(Data for this exercise begins)
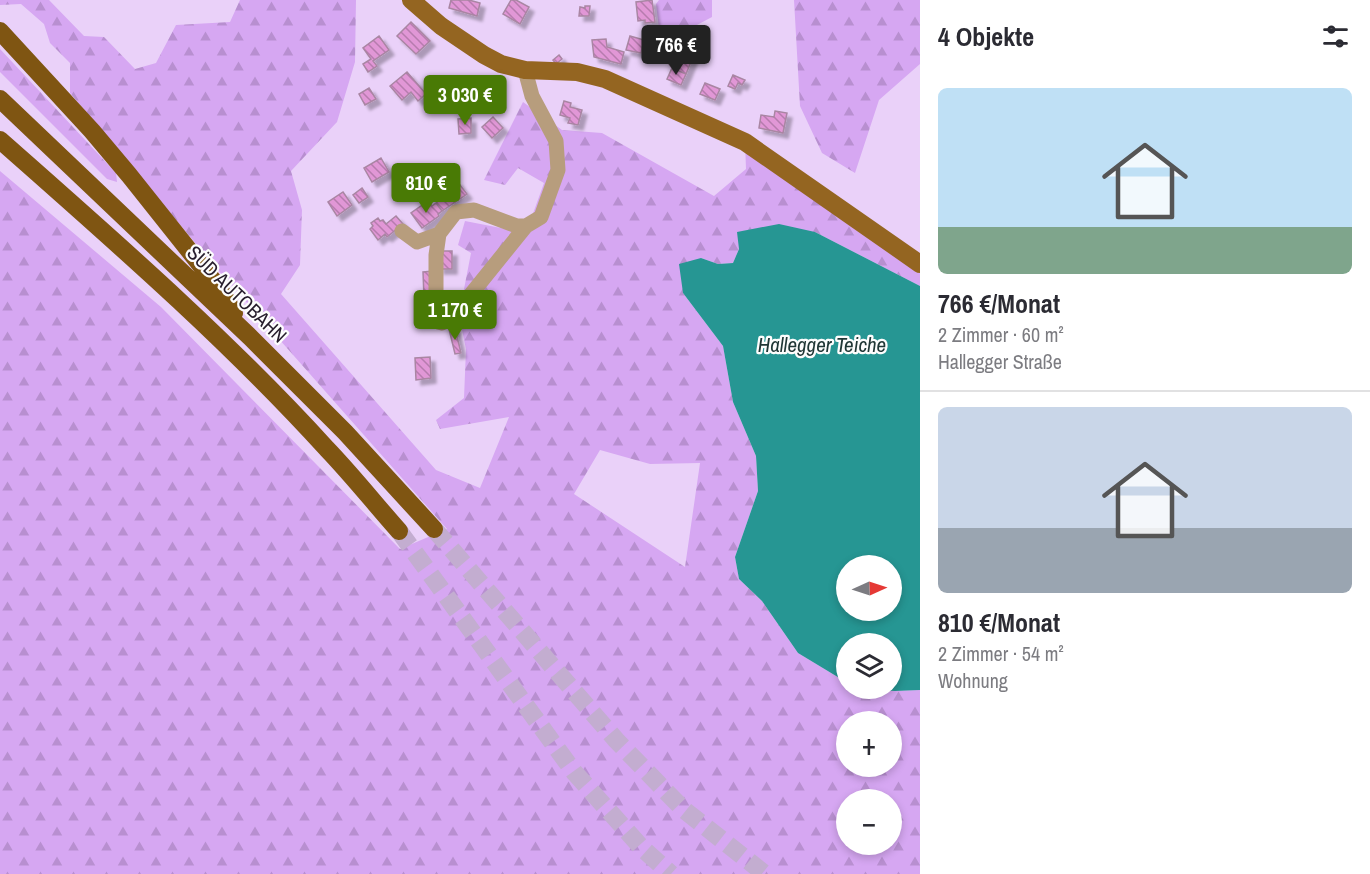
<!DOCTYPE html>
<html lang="de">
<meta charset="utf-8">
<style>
:root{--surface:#fff;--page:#f2f2f3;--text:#2b2b33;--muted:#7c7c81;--line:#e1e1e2;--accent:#497a05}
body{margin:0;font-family:"Archivo Narrow",sans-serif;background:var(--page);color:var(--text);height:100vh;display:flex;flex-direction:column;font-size:22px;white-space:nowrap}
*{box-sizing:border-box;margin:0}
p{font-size:20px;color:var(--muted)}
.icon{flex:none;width:33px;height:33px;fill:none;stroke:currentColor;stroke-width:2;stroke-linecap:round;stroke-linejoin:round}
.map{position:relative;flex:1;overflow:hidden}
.details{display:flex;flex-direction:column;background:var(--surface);width:450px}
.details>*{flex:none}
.needle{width:39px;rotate:87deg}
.fabs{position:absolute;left:836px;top:555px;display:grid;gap:12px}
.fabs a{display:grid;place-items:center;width:66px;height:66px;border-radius:50%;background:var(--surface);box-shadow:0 3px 9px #0003;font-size:30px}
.price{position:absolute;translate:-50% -51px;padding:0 14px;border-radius:6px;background:var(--accent);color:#fff;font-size:20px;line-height:39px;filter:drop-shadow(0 2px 3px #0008)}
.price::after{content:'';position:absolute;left:50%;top:36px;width:18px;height:14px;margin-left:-9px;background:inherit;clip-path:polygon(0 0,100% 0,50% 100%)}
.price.current{background:#222;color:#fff}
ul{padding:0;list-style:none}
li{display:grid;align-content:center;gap:12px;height:318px;padding:0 18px}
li+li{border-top:2px solid var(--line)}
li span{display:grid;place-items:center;height:186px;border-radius:9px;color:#555}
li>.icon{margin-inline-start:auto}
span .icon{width:108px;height:108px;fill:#fffc;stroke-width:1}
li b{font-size:26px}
h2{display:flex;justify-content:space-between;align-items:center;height:72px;padding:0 18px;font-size:26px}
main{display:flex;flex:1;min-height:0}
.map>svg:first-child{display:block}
.forest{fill:url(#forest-firs);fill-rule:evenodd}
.water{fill:#269693;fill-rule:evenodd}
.building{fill:url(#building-back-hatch);stroke:#a986a3;stroke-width:1.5;filter:url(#shadow)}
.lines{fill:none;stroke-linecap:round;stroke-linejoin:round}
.highway-tunnel{stroke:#c3add0;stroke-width:18;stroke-dasharray:18 9;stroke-linecap:butt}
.minor{stroke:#b79d7d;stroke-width:15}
.major{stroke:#946521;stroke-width:18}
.highway{stroke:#7f5512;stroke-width:18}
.labels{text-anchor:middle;stroke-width:4.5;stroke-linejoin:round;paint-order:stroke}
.street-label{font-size:20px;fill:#261d2c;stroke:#fdfdfd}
.water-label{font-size:21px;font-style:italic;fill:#203736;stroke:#fdfdfd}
</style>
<main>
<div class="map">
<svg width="920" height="874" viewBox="0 0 920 874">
<defs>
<pattern id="forest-firs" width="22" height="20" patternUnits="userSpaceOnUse" patternTransform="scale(1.5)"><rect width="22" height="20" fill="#d6a7f2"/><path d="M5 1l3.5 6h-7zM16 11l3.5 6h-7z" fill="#b88fd0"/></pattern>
<pattern id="building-back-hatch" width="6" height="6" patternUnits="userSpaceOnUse" patternTransform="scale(1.5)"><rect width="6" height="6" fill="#e197d6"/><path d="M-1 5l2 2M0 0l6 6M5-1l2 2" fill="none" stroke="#b67bae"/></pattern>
<filter id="shadow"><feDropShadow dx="5" dy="5" stdDeviation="1.5" flood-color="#0004"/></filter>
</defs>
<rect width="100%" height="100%" fill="#ead1f9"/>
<!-- forest -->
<path class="forest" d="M 0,0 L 49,0 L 84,36 L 104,37 L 135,69 L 156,63 L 176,25 L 230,22 L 240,0 L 356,0 L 355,62 L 337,122 L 291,171 L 302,210 L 300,265 L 281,294 L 436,470 L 480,488 L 509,417 L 440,429 L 436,420 L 464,398 L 466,349 L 459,315 L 471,253 L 458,245 L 465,221 L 526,233 L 544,183 L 518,168 L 505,185 L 484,180 L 523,102 L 562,130 L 602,133 L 714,196 L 746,169 L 745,142 L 920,264 L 920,286 L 815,232 L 739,249 L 733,263 L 718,264 L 701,258 L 683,293 L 723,346 L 733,402 L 756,456 L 758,491 L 735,557 L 739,579 L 762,601 L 798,653 L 846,682 L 846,688 L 895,691 L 920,690 L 920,874 L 0,874 L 0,171 L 161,307 L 400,549 L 447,529 L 217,269 L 70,93 L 70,63 L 50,43 L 44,24 L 21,4 L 0,5 ZM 600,450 L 650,464 L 700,463 L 685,567 L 574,494 ZM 846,722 L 891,722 L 891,766 L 846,766 ZM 846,800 L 891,800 L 891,844 L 846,844 Z
M 659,0 L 712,0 L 712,17 L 661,44 L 656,4 Z
M 794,0 L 920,0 L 920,64 L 879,100 L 855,173 L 822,153 L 800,106 Z
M 0,49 L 116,173 L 117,182 L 107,179 L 0,72 Z"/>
<!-- water -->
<path class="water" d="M 779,224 L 815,232 L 920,286 L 920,690 L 895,691 L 861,689 L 891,688 L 891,644 L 846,644 L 846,682 L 798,653 L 762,601 L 739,579 L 735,557 L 758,491 L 756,456 L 733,402 L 723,346 L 683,293 L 679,264 L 701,258 L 718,264 L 733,263 L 739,249 L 737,232 ZM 846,566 L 891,566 L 891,610 L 846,610 Z"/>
<!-- building -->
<path class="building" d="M 451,0 L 469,0 L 480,3 L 477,16 L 449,8 Z
M 511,0 L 516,0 L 529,7 L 520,24 L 503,14 Z
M 652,0 L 655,22 L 645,23 L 645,20 L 638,21 L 636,2 Z
M 585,6 L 590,6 L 589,16 L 579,16 L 580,7 L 585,8 Z
M 411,22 L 430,41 L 416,54 L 397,36 Z
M 379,36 L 389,50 L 373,61 L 377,66 L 368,72 L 363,64 L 371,59 L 363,48 Z
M 630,36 L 644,40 L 641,53 L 626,50 Z
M 686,36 L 699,42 L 686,74 L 672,68 L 669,64 L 677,56 Z
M 606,39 L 607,47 L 624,52 L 621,64 L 594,57 L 592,40 Z
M 559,55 L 562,59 L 556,64 L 553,60 Z
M 672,68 L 686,74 L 681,85 L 667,79 Z
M 407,72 L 426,94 L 418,101 L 411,92 L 402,100 L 390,86 Z
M 733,75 L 745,80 L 742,85 L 738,83 L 735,89 L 728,86 Z
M 705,83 L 720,89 L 715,100 L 700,94 Z
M 369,88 L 376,99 L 365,105 L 359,94 Z
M 564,101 L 571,103 L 570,107 L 582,110 L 578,125 L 568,123 L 570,118 L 560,115 Z
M 775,111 L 787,113 L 783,133 L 759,128 L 761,115 L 774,117 Z
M 493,117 L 503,128 L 492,138 L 482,127 Z
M 471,118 L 471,133 L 459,134 L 458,119 Z
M 381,158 L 389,172 L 372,182 L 364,168 Z
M 447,179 L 452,185 L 457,181 L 467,194 L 442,211 L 436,203 L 442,198 L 435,189 Z
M 362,188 L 368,197 L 359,203 L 353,195 Z
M 343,192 L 352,205 L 337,216 L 328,202 Z
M 428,201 L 432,206 L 436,203 L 442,211 L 438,214 L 439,216 L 422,228 L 411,213 Z
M 396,216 L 403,224 L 387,237 L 385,234 L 378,240 L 370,229 L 373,226 L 371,223 L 378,218 L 380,221 L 383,220 L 386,224 Z
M 439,251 L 452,251 L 452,269 L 439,269 Z
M 433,271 L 435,297 L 424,298 L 423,272 Z
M 455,328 L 461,353 L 455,354 L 449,329 Z
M 430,357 L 431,378 L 416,380 L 415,358 Z"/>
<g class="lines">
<!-- highway-tunnel -->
<path class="highway-tunnel" d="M 434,529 L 616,740 L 683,809 L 765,874
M 399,531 L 574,772 L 642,848 L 671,874"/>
<!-- minor -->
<path class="minor" d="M 402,231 L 417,242 L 439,234 L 456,212 L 474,210 L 517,226 L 526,226 L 541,217 L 558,170 L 556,141 L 532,96 L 525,70
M 439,234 L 436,255 L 436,318 L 438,322 L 442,323 L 451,319 L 526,226"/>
<!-- major -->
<path class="major" d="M 411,0 L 441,26 L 484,55 L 501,64 L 525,70 L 577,72 L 605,79 L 745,142 L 920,264"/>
<!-- highway -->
<path class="highway" d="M 0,31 L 92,131 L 129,175 L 219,288 L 234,313
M 0,99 L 250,337 L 345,432 L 434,529
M 0,140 C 112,239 226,338 327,449 C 352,475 375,504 399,531"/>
</g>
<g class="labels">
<!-- street labels -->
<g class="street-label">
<text transform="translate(237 294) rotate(44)" y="7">SÜD AUTOBAHN</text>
</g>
<!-- water labels -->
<g class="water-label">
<text x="822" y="352">Hallegger Teiche</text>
</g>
</g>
</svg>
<div class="fabs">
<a><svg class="needle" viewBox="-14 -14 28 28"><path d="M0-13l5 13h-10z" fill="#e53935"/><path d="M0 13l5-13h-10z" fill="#7c7c81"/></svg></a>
<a><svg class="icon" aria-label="layers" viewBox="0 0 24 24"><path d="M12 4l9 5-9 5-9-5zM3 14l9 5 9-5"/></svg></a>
<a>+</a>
<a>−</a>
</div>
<b class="price current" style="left:676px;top:76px">766 €</b>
<b class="price" style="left:465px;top:126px">3 030 €</b>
<b class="price" style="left:426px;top:214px">810 €</b>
<b class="price" style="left:455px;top:341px">1 170 €</b>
</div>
<section class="details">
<h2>4 Objekte<svg class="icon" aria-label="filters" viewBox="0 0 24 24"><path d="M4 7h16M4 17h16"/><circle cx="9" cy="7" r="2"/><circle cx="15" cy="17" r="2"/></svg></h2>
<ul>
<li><span style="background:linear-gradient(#bfe0f5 75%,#7fa58c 0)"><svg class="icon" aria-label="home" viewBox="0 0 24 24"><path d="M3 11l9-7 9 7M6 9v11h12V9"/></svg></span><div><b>766 €/Monat</b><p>2 Zimmer · 60 m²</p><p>Hallegger Straße</p></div></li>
<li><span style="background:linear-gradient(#c9d6e8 65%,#9aa5b1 0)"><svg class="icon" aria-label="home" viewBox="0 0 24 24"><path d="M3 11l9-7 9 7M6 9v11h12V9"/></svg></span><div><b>810 €/Monat</b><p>2 Zimmer · 54 m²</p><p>Wohnung</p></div></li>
</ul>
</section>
</main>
(Data for this exercise ends)
Task to complete = Using the records above, write out exactly the lines between the one holding "1l3.5 6h-7zM16 11l3.5" and the one holding "<!-- forest -->", inclusive; leave everything else out.

Your solution =
<pattern id="forest-firs" width="22" height="20" patternUnits="userSpaceOnUse" patternTransform="scale(1.5)"><rect width="22" height="20" fill="#d6a7f2"/><path d="M5 1l3.5 6h-7zM16 11l3.5 6h-7z" fill="#b88fd0"/></pattern>
<pattern id="building-back-hatch" width="6" height="6" patternUnits="userSpaceOnUse" patternTransform="scale(1.5)"><rect width="6" height="6" fill="#e197d6"/><path d="M-1 5l2 2M0 0l6 6M5-1l2 2" fill="none" stroke="#b67bae"/></pattern>
<filter id="shadow"><feDropShadow dx="5" dy="5" stdDeviation="1.5" flood-color="#0004"/></filter>
</defs>
<rect width="100%" height="100%" fill="#ead1f9"/>
<!-- forest -->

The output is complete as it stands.